### PROVIDED ENTRIES

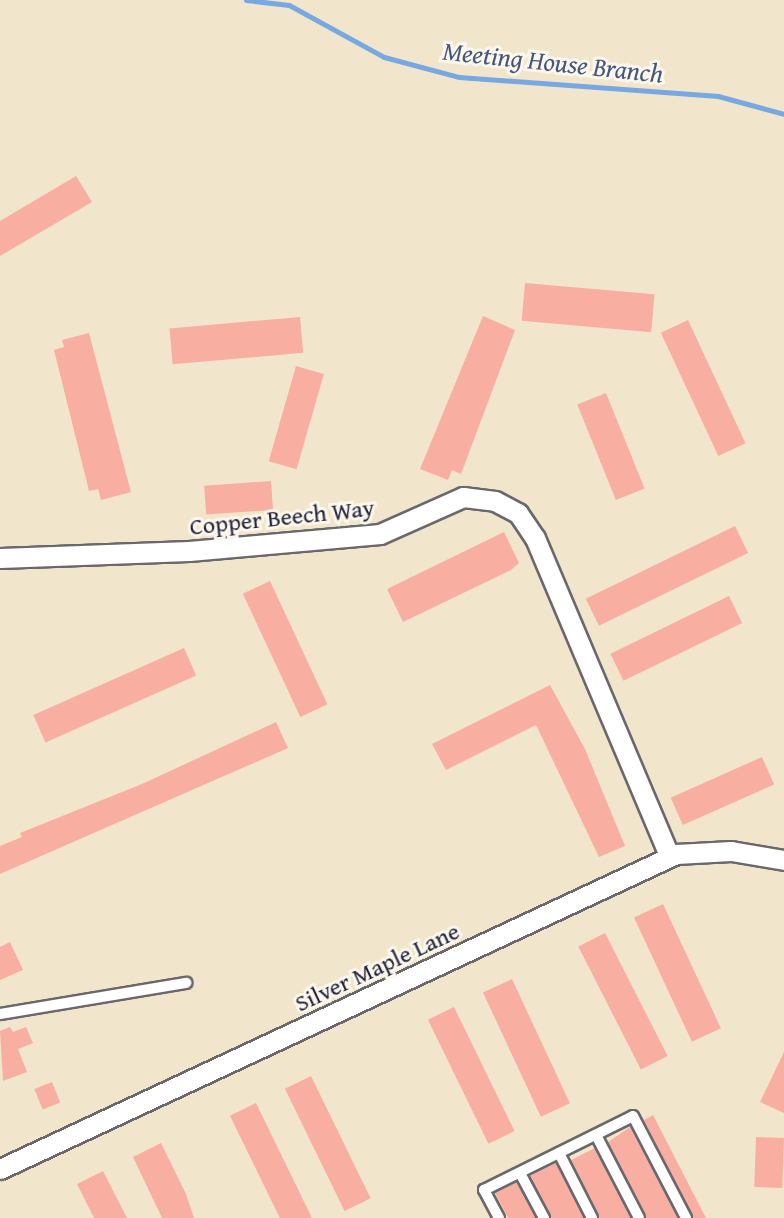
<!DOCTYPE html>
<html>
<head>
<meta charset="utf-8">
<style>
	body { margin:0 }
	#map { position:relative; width:784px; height:1218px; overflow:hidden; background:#f1e6cb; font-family:"Gentium Book Plus",serif }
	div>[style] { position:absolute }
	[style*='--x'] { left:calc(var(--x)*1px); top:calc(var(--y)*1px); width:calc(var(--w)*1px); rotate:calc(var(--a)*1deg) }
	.stream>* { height:5px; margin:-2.5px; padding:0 2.5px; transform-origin:2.5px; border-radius:2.5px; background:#77a8e2 }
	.building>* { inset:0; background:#f9aea2; transform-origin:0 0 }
	.roads { filter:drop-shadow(2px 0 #6a676d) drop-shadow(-2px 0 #6a676d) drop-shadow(0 2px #6a676d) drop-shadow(0 -2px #6a676d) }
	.service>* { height:10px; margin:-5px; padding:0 5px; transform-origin:5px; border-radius:5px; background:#fff }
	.minor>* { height:19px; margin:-9.5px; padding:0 9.5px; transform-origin:9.5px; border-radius:9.5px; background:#fff }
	span { translate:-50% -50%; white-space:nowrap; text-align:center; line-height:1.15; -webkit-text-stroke:6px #fbf7ec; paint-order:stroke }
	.street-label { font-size:24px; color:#22223b }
	.water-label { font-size:26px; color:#44587e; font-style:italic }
</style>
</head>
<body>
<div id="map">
	<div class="stream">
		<div style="--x:246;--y:0;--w:43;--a:6.6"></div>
		<div style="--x:289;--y:5;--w:108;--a:28.7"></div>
		<div style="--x:384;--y:57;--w:78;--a:14.9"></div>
		<div style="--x:459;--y:77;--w:260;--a:4.2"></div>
		<div style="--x:718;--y:96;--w:68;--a:15.3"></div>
	</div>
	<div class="building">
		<div style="clip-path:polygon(76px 176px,92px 202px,0 256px,0 221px)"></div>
		<div style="left:525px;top:283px;width:130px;height:38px;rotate:5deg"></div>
		<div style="clip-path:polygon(483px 316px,515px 330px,461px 474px,452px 470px,448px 480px,420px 469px)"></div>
		<div style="left:300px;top:317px;width:36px;height:131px;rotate:85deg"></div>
		<div style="left:688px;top:320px;width:136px;height:30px;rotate:65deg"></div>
		<div style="clip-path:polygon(89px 333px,131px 492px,101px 500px,98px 489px,89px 491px,54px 350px,64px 347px,62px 340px)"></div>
		<div style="left:296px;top:366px;width:29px;height:99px;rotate:16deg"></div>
		<div style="left:606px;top:393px;width:103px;height:31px;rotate:68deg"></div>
		<div style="left:271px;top:481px;width:29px;height:67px;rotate:86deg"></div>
		<div style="left:735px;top:526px;width:30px;height:166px;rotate:64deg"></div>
		<div style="clip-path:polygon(504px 532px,519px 563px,511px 570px,403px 622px,387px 589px)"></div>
		<div style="left:270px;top:581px;width:136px;height:30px;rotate:65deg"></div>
		<div style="left:729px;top:596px;width:30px;height:132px;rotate:64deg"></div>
		<div style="left:184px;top:648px;width:30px;height:165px;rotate:66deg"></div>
		<div style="clip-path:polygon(550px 685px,585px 749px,625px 846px,599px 857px,536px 725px,446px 770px,432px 744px)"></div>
		<div style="clip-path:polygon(276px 722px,288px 748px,0 874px,0 846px,22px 837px,20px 833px,142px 784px)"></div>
		<div style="left:762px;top:757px;width:30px;height:100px;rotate:66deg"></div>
		<div style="left:663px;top:904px;width:137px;height:32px;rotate:65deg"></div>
		<div style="left:605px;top:933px;width:138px;height:30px;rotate:63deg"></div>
		<div style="clip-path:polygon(10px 942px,23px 970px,0 980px,0 947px)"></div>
		<div style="left:512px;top:979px;width:137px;height:32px;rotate:65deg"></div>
		<div style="left:454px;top:1007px;width:138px;height:29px;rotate:64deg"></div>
		<div style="clip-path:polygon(10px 1027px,13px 1032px,26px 1027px,33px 1043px,18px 1049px,27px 1072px,3px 1081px,0 1031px)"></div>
		<div style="clip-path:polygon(784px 1052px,784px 1113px,760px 1102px)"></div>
		<div style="left:311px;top:1076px;width:136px;height:29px;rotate:64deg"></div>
		<div style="left:52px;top:1082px;width:22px;height:19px;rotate:68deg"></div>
		<div style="left:256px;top:1103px;width:127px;height:29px;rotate:64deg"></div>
		<div style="clip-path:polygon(653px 1115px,706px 1218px,693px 1218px,644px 1120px)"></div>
		<div style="clip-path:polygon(630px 1127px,678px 1218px,646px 1218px,608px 1142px)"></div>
		<div style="left:756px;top:1137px;width:28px;height:50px;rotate:2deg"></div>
		<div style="clip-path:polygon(161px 1143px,186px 1194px,194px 1218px,162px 1218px,133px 1157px)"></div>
		<div style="clip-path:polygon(595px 1148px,631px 1218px,599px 1218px,571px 1160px)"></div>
		<div style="clip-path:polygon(556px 1163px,558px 1167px,584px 1218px,551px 1218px,530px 1176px)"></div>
		<div style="clip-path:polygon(103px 1171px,127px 1218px,94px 1218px,77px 1184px)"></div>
		<div style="clip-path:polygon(516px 1182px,536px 1218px,508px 1218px,495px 1193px)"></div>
	</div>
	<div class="roads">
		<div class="service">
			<div style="--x:0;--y:1014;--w:189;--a:-9.5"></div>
			<div style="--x:596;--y:1135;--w:93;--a:62.6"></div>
			<div style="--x:559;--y:1153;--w:73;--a:63.1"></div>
			<div style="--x:520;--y:1173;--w:51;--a:61.9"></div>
			<div style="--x:499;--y:1218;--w:32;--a:-118"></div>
			<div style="--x:484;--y:1190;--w:166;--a:-26.4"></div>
			<div style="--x:633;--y:1116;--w:115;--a:62.5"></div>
		</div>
		<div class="minor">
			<div style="--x:0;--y:558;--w:189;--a:-2.1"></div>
			<div style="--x:189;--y:551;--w:192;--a:-5.1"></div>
			<div style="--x:380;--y:534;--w:91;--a:-24"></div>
			<div style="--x:463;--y:497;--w:32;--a:7"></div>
			<div style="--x:495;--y:501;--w:26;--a:28"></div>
			<div style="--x:518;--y:513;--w:30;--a:56"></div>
			<div style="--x:535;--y:538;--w:346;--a:67.1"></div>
			<div style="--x:0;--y:1169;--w:746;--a:-24.98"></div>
			<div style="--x:676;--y:854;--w:55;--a:-3.1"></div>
			<div style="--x:731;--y:851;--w:54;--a:9.6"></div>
		</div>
	</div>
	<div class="street-label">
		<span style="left:282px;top:517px;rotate:-6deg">Copper Beech Way</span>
		<span style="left:377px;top:967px;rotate:-25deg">Silver Maple Lane</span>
	</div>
	<div class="water-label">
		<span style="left:553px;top:62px;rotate:6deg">Meeting House Branch</span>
	</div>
</div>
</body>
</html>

######

• **EXERCISE INSTRUCTIONS**
Give the number of lines in the entries that contain the word "service", without any other words.

• **OUTPUT OF THE EXERCISE**
2